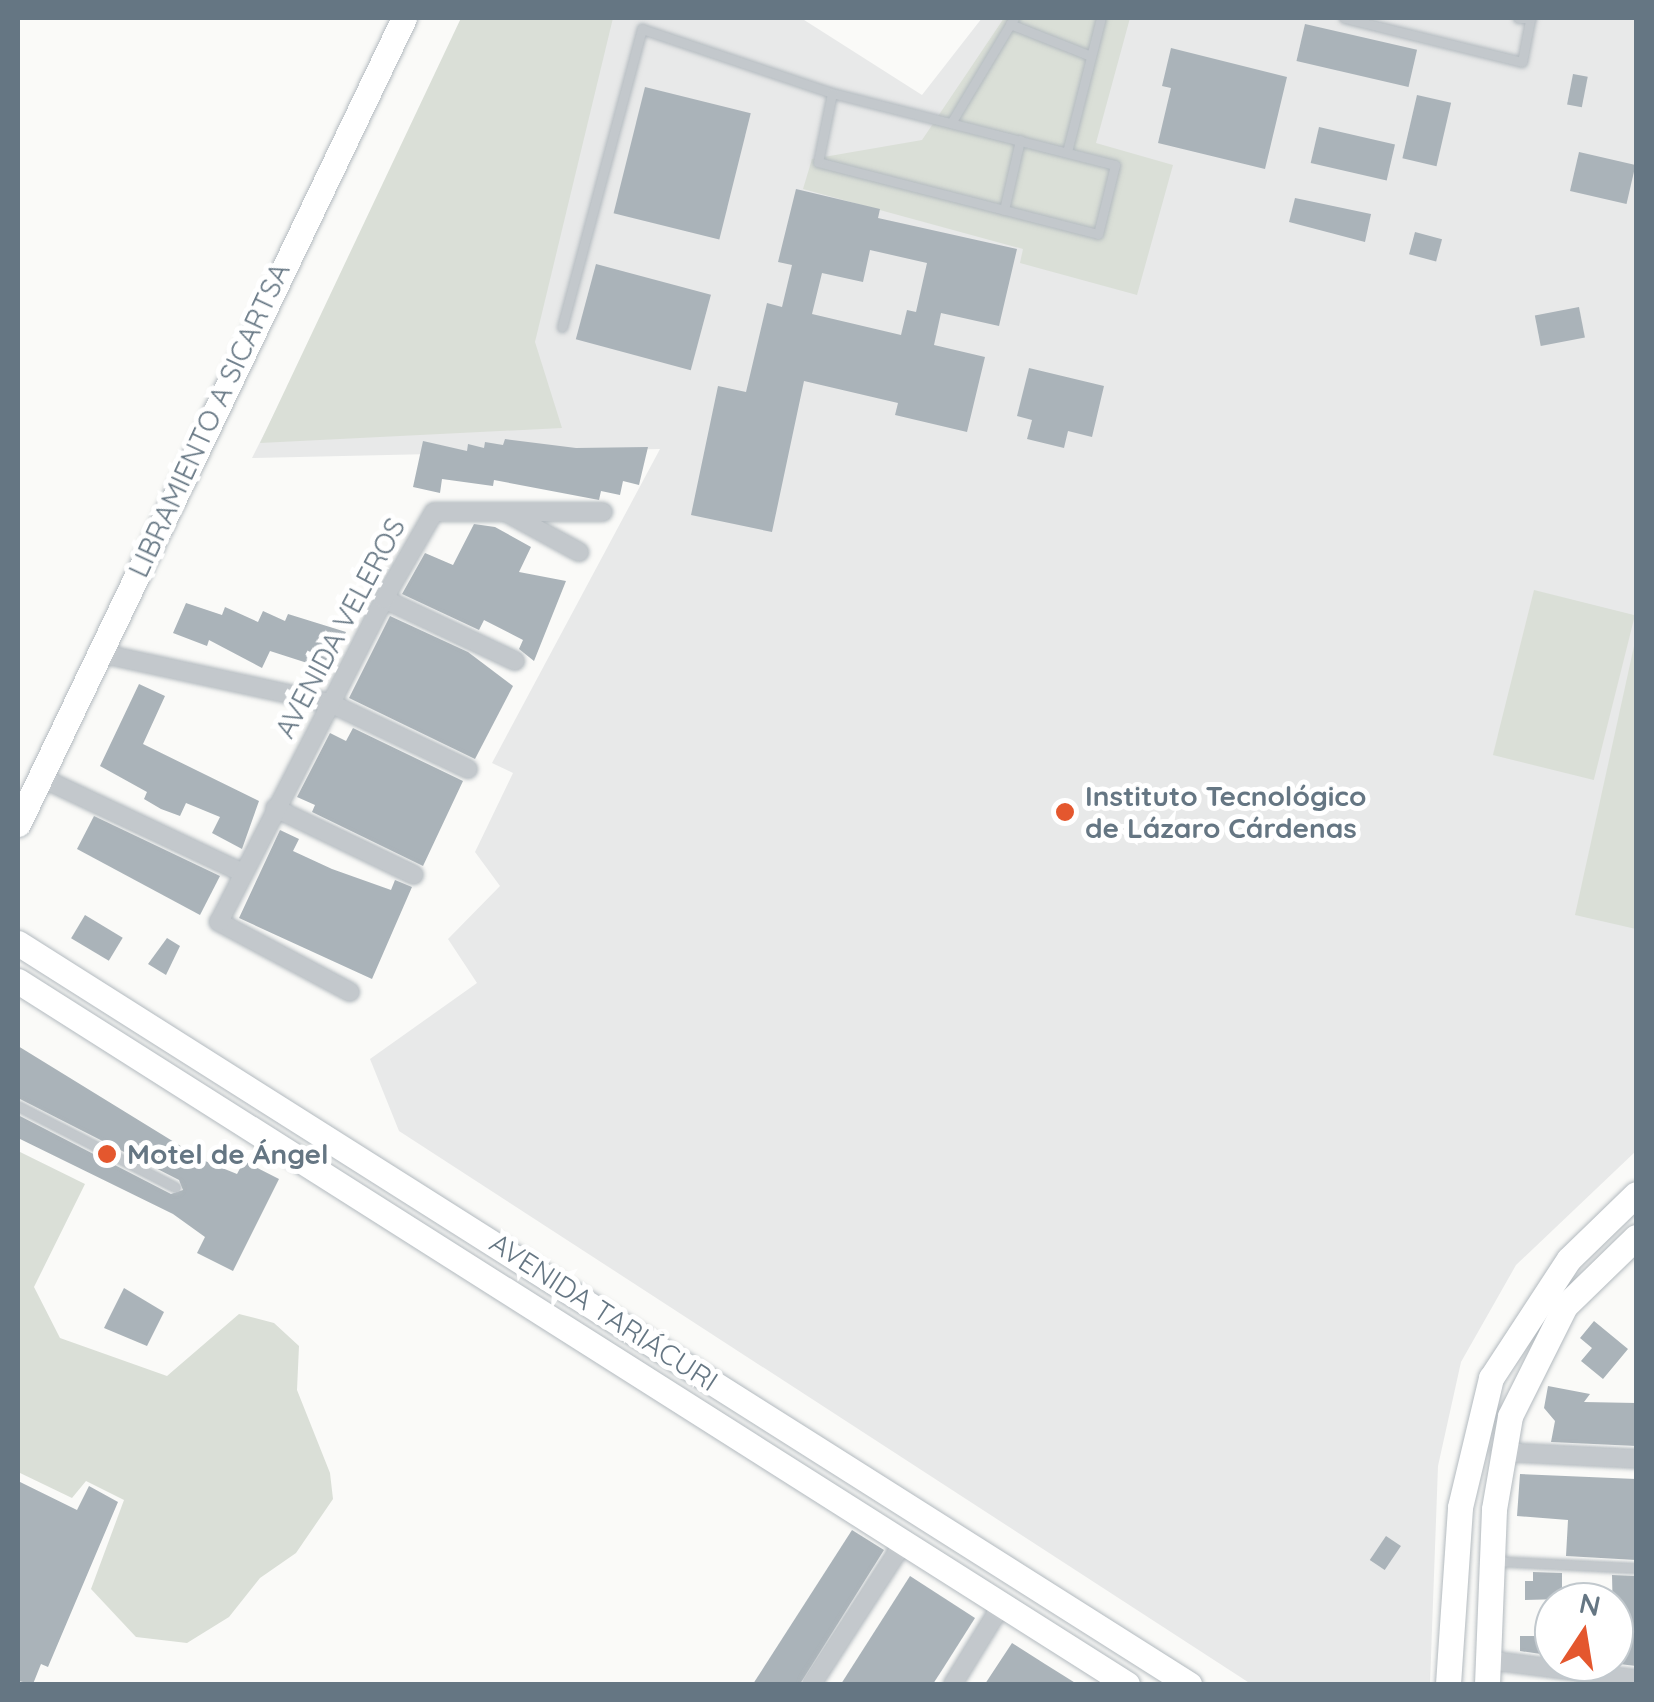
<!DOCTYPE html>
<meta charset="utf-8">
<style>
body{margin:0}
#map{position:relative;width:1654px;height:1702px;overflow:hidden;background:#fafaf8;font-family:Quicksand,sans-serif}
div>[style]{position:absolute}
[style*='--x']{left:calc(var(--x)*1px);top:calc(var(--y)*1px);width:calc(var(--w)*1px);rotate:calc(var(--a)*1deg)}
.built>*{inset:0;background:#e8e9e9}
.green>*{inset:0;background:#dadfd7;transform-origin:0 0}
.building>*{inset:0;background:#aab3b9;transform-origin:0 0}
.roads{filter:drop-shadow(0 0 2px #b3babf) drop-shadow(0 0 2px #b3babf)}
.lane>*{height:9px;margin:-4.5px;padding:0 4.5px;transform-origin:4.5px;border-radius:4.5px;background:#c3c8cc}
.street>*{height:18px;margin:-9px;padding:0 9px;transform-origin:9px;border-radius:9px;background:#c3c8cc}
.secondary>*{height:25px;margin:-12.5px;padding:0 12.5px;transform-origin:12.5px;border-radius:12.5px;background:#fff}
.dots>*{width:28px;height:28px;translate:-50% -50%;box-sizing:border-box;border:5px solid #fff;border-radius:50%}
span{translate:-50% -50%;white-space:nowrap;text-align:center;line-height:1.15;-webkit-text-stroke:10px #fff;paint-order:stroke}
.street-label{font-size:28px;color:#657683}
.poi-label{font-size:28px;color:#657683;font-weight:700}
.left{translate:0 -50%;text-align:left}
.frame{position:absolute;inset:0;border:20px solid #657683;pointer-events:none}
.north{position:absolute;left:1534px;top:1582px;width:100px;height:100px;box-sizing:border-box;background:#fff;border:2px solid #c1c8cd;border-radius:50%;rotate:12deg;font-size:28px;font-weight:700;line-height:40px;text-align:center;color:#657683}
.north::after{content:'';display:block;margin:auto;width:35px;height:45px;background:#e4572e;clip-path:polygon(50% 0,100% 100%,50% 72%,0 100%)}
</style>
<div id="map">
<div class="built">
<i style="clip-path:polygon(473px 18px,801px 18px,922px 95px,982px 18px,1636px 18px,1636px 1151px,1516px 1265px,1461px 1362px,1438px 1466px,1430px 1684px,1251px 1684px,399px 1131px,370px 1059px,477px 983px,448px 939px,500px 886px,475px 852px,513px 773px,492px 763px,660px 449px,252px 458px)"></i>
</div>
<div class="green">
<i style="clip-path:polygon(461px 18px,613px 18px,535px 342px,562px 428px,260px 443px)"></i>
<i style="clip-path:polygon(1004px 18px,1130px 18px,1096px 143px,1173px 165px,1137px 295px,1020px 263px,1023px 249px,803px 189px,812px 159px,922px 140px)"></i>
<i style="left:1534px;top:590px;width:104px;height:170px;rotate:14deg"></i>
<i style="clip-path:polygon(1636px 637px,1636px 929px,1575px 915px)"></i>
<i style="clip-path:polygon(18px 1151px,85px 1184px,34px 1287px,60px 1338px,167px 1376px,239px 1314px,274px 1323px,299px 1346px,297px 1390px,330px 1473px,333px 1499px,296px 1553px,260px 1578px,229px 1617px,187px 1643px,136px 1637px,91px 1589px,124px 1500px,86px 1481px,72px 1498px,18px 1472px)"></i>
</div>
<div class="building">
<i style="left:1305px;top:24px;width:115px;height:38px;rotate:13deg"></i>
<i style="clip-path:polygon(1171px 48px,1287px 77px,1265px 169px,1158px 143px,1171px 88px,1162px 86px)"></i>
<i style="left:1573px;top:74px;width:15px;height:31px;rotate:11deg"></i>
<i style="left:645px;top:87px;width:109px;height:130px;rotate:14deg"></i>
<i style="left:1417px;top:95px;width:35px;height:65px;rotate:13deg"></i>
<i style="left:1319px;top:127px;width:78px;height:37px;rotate:13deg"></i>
<i style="left:1579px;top:152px;width:58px;height:40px;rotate:13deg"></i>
<i style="clip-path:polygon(evenodd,796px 189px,880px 209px,878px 218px,1017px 249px,999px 326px,941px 313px,934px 345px,985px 357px,967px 432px,895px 415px,898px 403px,804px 381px,772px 532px,691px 515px,718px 386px,746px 392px,767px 303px,782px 307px,792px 265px,778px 262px,796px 189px,870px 250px,927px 263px,916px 312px,907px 310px,901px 335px,812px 314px,822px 273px,863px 282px,870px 250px)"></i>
<i style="clip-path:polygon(1295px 198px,1371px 214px,1365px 242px,1289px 222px)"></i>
<i style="left:1415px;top:232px;width:28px;height:23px;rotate:15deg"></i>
<i style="left:596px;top:264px;width:119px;height:78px;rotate:15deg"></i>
<i style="left:1579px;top:307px;width:31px;height:45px;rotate:79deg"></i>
<i style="clip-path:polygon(1029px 368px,1104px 386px,1092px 437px,1068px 431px,1064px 448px,1027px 439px,1032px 420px,1017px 416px)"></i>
<i style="clip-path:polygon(505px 439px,576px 448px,648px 447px,639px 485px,623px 481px,620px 495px,601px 491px,599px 500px,494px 480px,493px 486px,442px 479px,440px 493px,413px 487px,423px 441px,467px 451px,468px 444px,484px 448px,485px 442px,503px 445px)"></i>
<i style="clip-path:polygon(474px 524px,495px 527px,531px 547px,519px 572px,566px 581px,534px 661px,519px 649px,523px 640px,484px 620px,479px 630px,402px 594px,425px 553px,453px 565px)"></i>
<i style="clip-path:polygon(186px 603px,222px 615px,225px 607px,258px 622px,263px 611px,285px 621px,288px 614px,346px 632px,329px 670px,270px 651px,262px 668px,209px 640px,207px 646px,173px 633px)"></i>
<i style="clip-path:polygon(390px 616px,468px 652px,513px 686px,475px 759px,349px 698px)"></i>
<i style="clip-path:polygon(139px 684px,165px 696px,143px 744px,259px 801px,242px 849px,212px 833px,220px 817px,186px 803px,180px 816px,161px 809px,144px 799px,147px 792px,100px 766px)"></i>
<i style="clip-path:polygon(353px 728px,463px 781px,423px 866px,312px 812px,315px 805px,297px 797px,330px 733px,346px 741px)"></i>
<i style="clip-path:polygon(94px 816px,220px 876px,200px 915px,77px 849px)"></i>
<i style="clip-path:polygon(280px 830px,299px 839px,293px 851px,332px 869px,391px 890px,395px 880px,412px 887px,372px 979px,239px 918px)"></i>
<i style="left:85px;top:915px;width:44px;height:27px;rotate:31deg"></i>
<i style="clip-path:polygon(167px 938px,180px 946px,166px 975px,148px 964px)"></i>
<i style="clip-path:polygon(18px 1046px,205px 1161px,237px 1174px,244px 1161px,279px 1179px,233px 1271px,197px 1253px,205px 1237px,173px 1214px,18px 1138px,18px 1115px,171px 1194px,183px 1190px,179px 1180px,18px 1098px)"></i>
<i style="clip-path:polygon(124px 1288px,164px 1312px,147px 1346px,104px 1328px)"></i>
<i style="clip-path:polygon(1594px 1321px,1628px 1349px,1603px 1379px,1581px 1361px,1592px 1348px,1580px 1338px)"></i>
<i style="clip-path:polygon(1548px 1386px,1590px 1394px,1584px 1402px,1636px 1403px,1636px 1446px,1551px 1442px,1555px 1421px,1544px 1408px)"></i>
<i style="clip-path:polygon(1520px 1474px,1636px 1479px,1636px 1560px,1566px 1556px,1568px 1520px,1517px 1516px)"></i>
<i style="clip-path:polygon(18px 1481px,77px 1510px,89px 1486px,118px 1502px,48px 1667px,41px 1664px,33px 1684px,18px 1681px)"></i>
<i style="clip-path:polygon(852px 1530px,884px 1550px,800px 1684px,753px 1684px)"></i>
<i style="left:1386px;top:1536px;width:18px;height:29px;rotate:34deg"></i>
<i style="clip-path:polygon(1533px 1572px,1562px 1573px,1562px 1599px,1525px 1600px,1525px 1581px,1533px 1581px)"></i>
<i style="clip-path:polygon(1612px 1575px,1636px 1576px,1636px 1666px,1602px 1662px,1614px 1662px)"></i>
<i style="clip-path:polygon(910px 1576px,975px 1618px,944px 1667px,933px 1684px,841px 1684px)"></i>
<i style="clip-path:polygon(1520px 1636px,1554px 1636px,1554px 1656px,1520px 1651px)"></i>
<i style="clip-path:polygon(1012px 1643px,1045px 1664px,1077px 1684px,985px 1684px)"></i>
</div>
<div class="roads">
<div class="lane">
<i style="--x:1344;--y:18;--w:183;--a:13.9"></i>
<i style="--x:1522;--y:62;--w:43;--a:-79.2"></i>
<i style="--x:1518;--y:18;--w:13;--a:0"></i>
<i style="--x:1010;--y:24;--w:87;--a:21.6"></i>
<i style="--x:951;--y:123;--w:122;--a:-59"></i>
<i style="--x:1067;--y:152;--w:138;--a:-75.8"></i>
<i style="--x:1004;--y:210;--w:72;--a:-77.1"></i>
<i style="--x:562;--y:327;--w:309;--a:-75"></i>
<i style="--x:642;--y:29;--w:200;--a:18.6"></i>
<i style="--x:832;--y:93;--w:292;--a:14.3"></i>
<i style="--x:1115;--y:165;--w:71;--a:103.8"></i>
<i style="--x:1098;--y:234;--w:289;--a:-165.6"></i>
<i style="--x:818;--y:162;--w:70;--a:-78.5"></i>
<i style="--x:18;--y:1106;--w:177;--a:27.3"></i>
<i style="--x:1493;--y:1561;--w:143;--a:2.8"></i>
</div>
<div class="street">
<i style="--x:509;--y:514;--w:80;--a:28.5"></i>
<i style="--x:384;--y:599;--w:145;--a:25.3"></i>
<i style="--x:99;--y:653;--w:236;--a:12.2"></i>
<i style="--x:330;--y:703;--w:153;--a:25.6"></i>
<i style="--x:40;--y:777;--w:222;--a:25.3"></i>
<i style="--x:275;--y:808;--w:154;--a:25.7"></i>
<i style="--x:350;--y:992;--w:149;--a:-151.9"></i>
<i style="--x:219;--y:922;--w:363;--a:-62.9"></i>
<i style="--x:384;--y:599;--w:100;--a:-60.1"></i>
<i style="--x:434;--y:512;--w:169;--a:0"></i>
<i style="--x:1500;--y:1452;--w:136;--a:2.9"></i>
<i style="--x:1488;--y:1660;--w:149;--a:7.3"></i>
<i style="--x:812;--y:1684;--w:169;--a:-57.1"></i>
<i style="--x:953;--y:1684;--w:92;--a:-58.4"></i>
</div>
<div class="secondary">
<i style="--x:18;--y:824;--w:894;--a:-64.41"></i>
<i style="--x:18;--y:943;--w:1386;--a:32.33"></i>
<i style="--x:18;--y:981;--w:1313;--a:32.37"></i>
<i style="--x:1448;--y:1684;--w:177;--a:-86.1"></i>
<i style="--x:1460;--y:1507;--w:133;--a:-76.5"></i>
<i style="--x:1491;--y:1378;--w:142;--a:-56.8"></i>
<i style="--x:1569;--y:1259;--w:93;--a:-44.1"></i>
<i style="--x:1487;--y:1684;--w:175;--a:-87.7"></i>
<i style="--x:1494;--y:1509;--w:94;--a:-80.2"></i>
<i style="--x:1510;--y:1416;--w:123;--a:-63.4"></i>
<i style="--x:1565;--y:1306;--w:99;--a:-44.2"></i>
</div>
</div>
<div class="dots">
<i style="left:1065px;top:812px;background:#e4572e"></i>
<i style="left:107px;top:1154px;background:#e4572e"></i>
</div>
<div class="street-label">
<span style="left:209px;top:420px;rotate:-65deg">LIBRAMIENTO A SICARTSA</span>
<span style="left:340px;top:628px;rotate:-62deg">AVENIDA VELEROS</span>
<span style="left:604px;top:1312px;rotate:33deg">AVENIDA TARIÁCURI</span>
</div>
<div class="poi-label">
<span class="left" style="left:1085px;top:812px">Instituto Tecnológico<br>de Lázaro Cárdenas</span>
<span class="left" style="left:127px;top:1154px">Motel de Ángel</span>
</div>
<div class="frame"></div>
<div class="north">N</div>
</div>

▸ **TASK DIRECTIONS**
Scan the listing above, and wherever a line holds the word "green", copy it.

▸ **TASK SOLUTION**
.green>*{inset:0;background:#dadfd7;transform-origin:0 0}
<div class="green">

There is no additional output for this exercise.